La situation a pris une tournure particulièrement sensible lorsque, le 10 août, Jean Daniel Allogo Essimengane a été installé à Baraka-Mission. Deux jours plus tard, son rival Moïse Ovono Menie était à son tour présenté comme président, affirmant avoir été plébiscité par le Synode. L’Église se retrouvait ainsi avec deux légitimités concurrentes, une situation particulièrement déstabilisante pour une institution historique qui s’apprête à célébrer son 185ème anniversaire.

Trois mois pour restaurer une autorité reconnue

La suspension gouvernementale ne constitue toutefois pas une prise en main définitive de l’EEG. Elle ouvre une période transitoire de trois mois.

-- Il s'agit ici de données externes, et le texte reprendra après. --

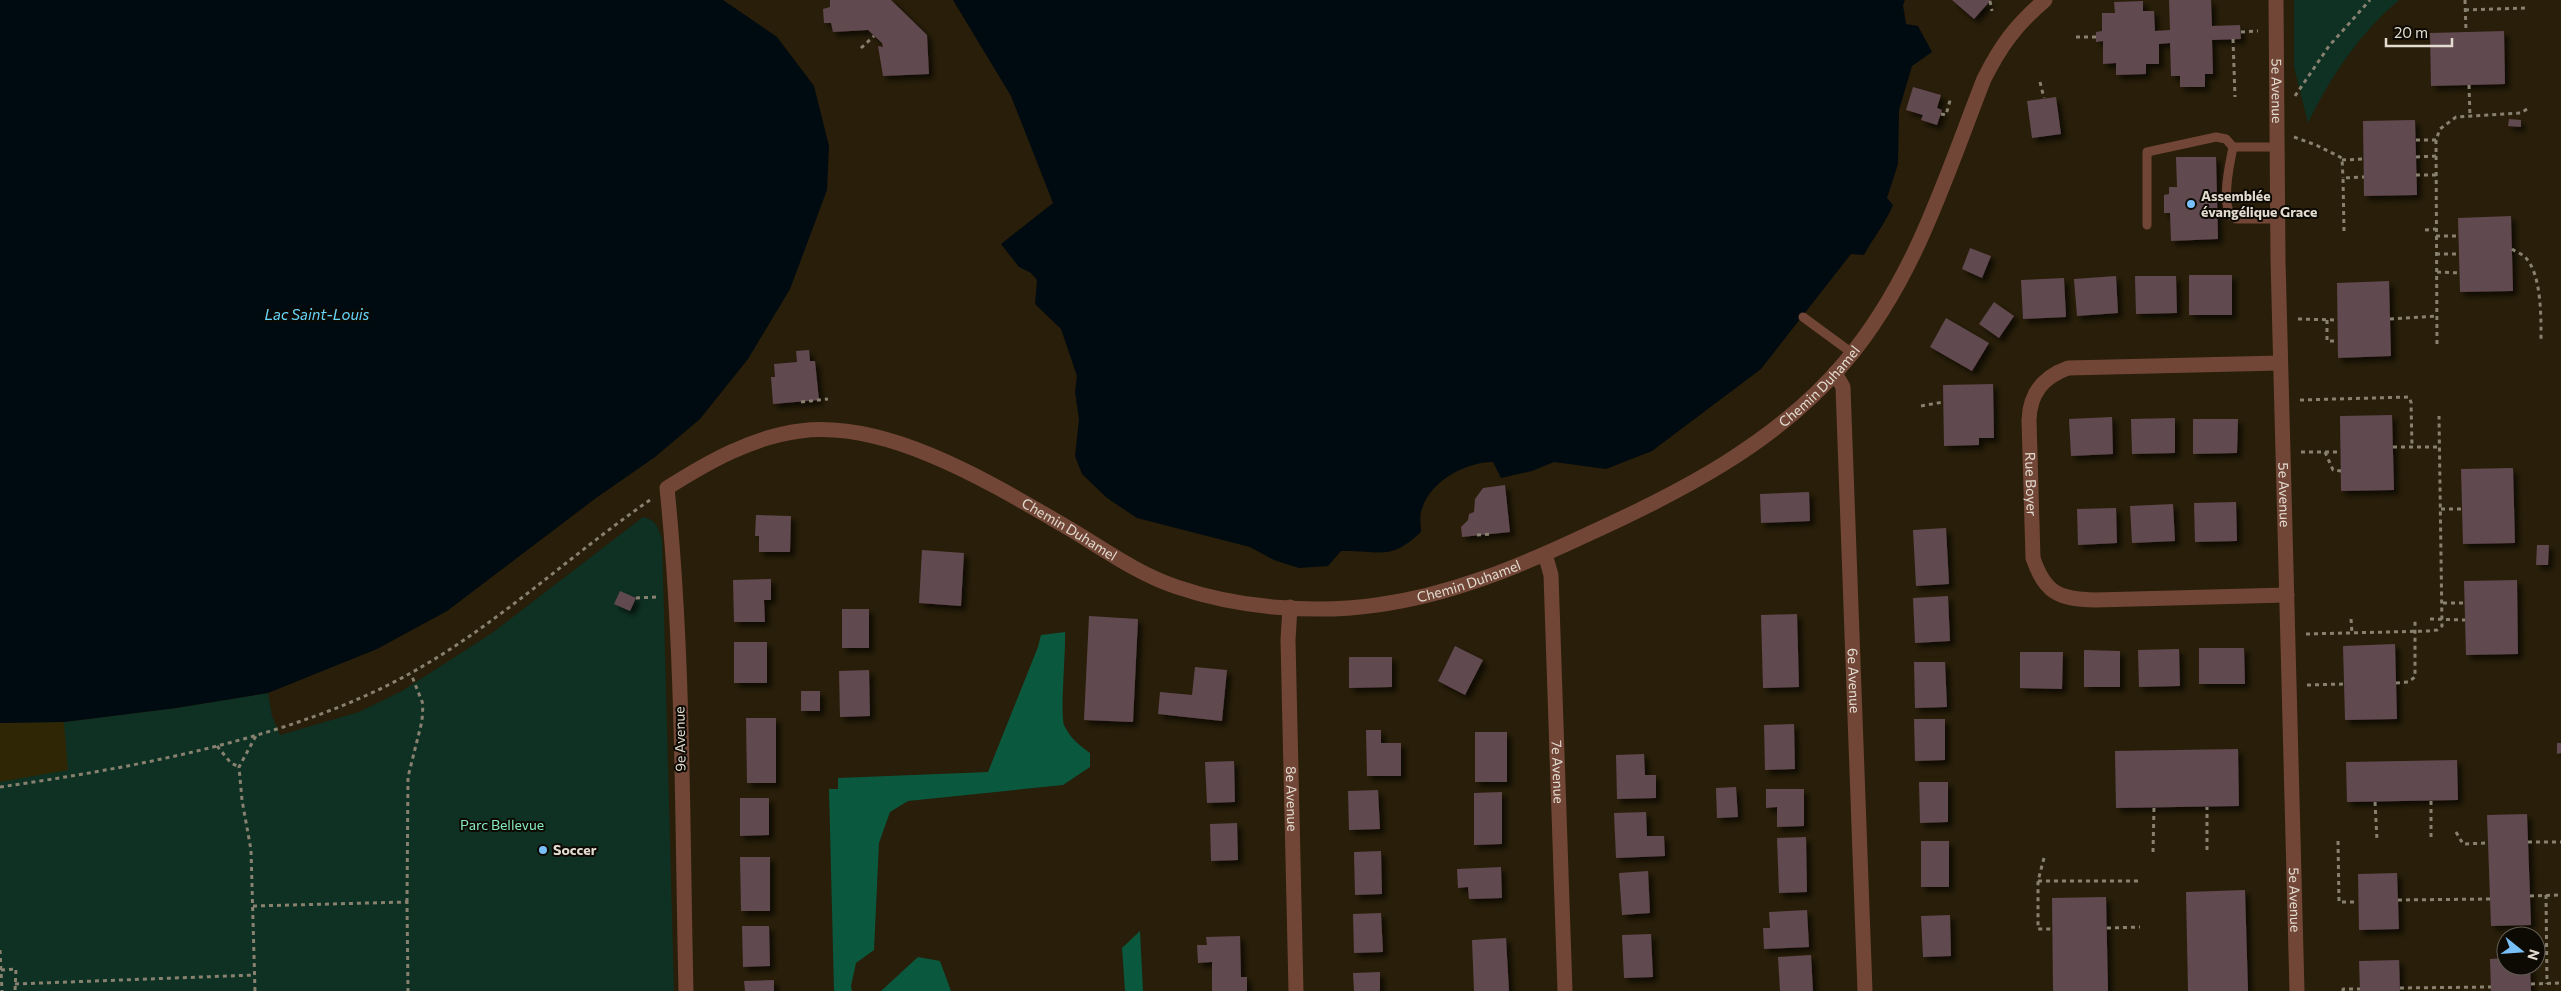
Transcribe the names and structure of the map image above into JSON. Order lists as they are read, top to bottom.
{
  "streets": {
    "street": [
      "5e Avenue",
      "Chemin Duhamel",
      "Rue Boyer",
      "6e Avenue",
      "9e Avenue",
      "7e Avenue",
      "8e Avenue"
    ]
  },
  "crossings": [
    ["5e Avenue", "Rue Boyer"],
    ["Chemin Duhamel", "6e Avenue"],
    ["Chemin Duhamel", "9e Avenue"],
    ["Chemin Duhamel", "7e Avenue"],
    ["Chemin Duhamel", "8e Avenue"]
  ],
  "water": ["Lac Saint-Louis"],
  "parks": ["Parc Bellevue"],
  "places": ["Assemblée évangélique Grace", "Soccer"],
  "scale_bar": "20 m",
  "north": "right"
}
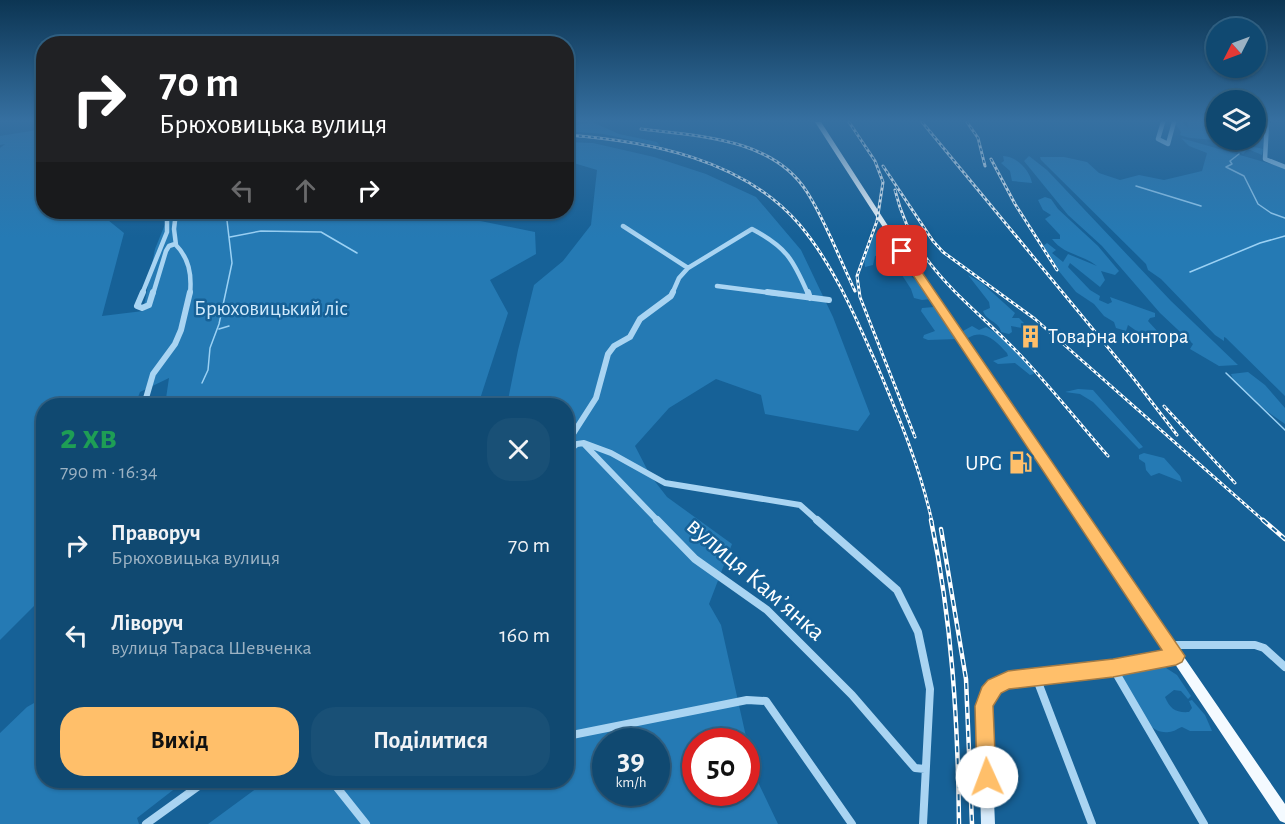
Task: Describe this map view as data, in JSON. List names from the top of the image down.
{
  "streets": {
    "street": ["вулиця Камʼянка"]
  },
  "parks": ["Брюховицький ліс"],
  "places": {
    "building": ["Товарна контора"],
    "fuel station": ["UPG"]
  },
  "north": "bottom left",
  "page": {
    "turn": ["70 m", "Брюховицька вулиця"],
    "heading": ["2 хв", "790 m · 16:34"],
    "list": [
      {
        "name": "Праворуч",
        "note": "Брюховицька вулиця",
        "value": "70 m"
      },
      {
        "name": "Ліворуч",
        "note": "вулиця Тараса Шевченка",
        "value": "160 m"
      }
    ],
    "buttons": ["Вихід", "Поділитися"],
    "speed": "39 km/h",
    "limit": "50"
  }
}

Le ministère demande aux « Sages » de l’Église de mettre en place une administration provisoire et collégiale chargée de gérer les affaires courantes et d’organiser de nouvelles consultations.

L’objectif est clair. Sortir de la confrontation actuelle, permettre aux différentes composantes de l’Église de retrouver un terrain d’entente et aboutir à un bureau dont la légitimité ne puisse plus être contestée.

Cette intervention de l’État demeure néanmoins un sujet sensible. L’EEG est une institution religieuse ancienne, disposant d’un important réseau d’œuvres sociales et éducatives. Elle avait déjà traversé des périodes de fortes tensions internes. La nouvelle crise pose donc une question qui dépasse la seule succession d’un président. Elle interroge la capacité d’une institution religieuse à faire fonctionner ses propres mécanismes de gouvernance lorsque les désaccords deviennent suffisamment profonds pour menacer son unité.

La décision gouvernementale doit ainsi être comprise à la fois comme une mesure de prévention et comme un signal. Elle rappelle que la liberté religieuse ne soustrait pas les organisations confessionnelles au respect de l’ordre public, tout en posant l’exigence inverse d’une intervention strictement proportionnée et temporaire.

Les trois prochains mois seront donc déterminants. L’EEG devra démontrer qu’elle peut transformer une crise de succession en occasion de refondation institutionnelle. Pour une Église qui revendique près de deux siècles d’histoire et qui occupe une place importante dans la société gabonaise, l’enjeu n’est plus seulement de savoir qui dirigera l’institution. Il est désormais de savoir si ses responsables sauront préserver ce qui devrait rester son bien le plus précieux, son unité.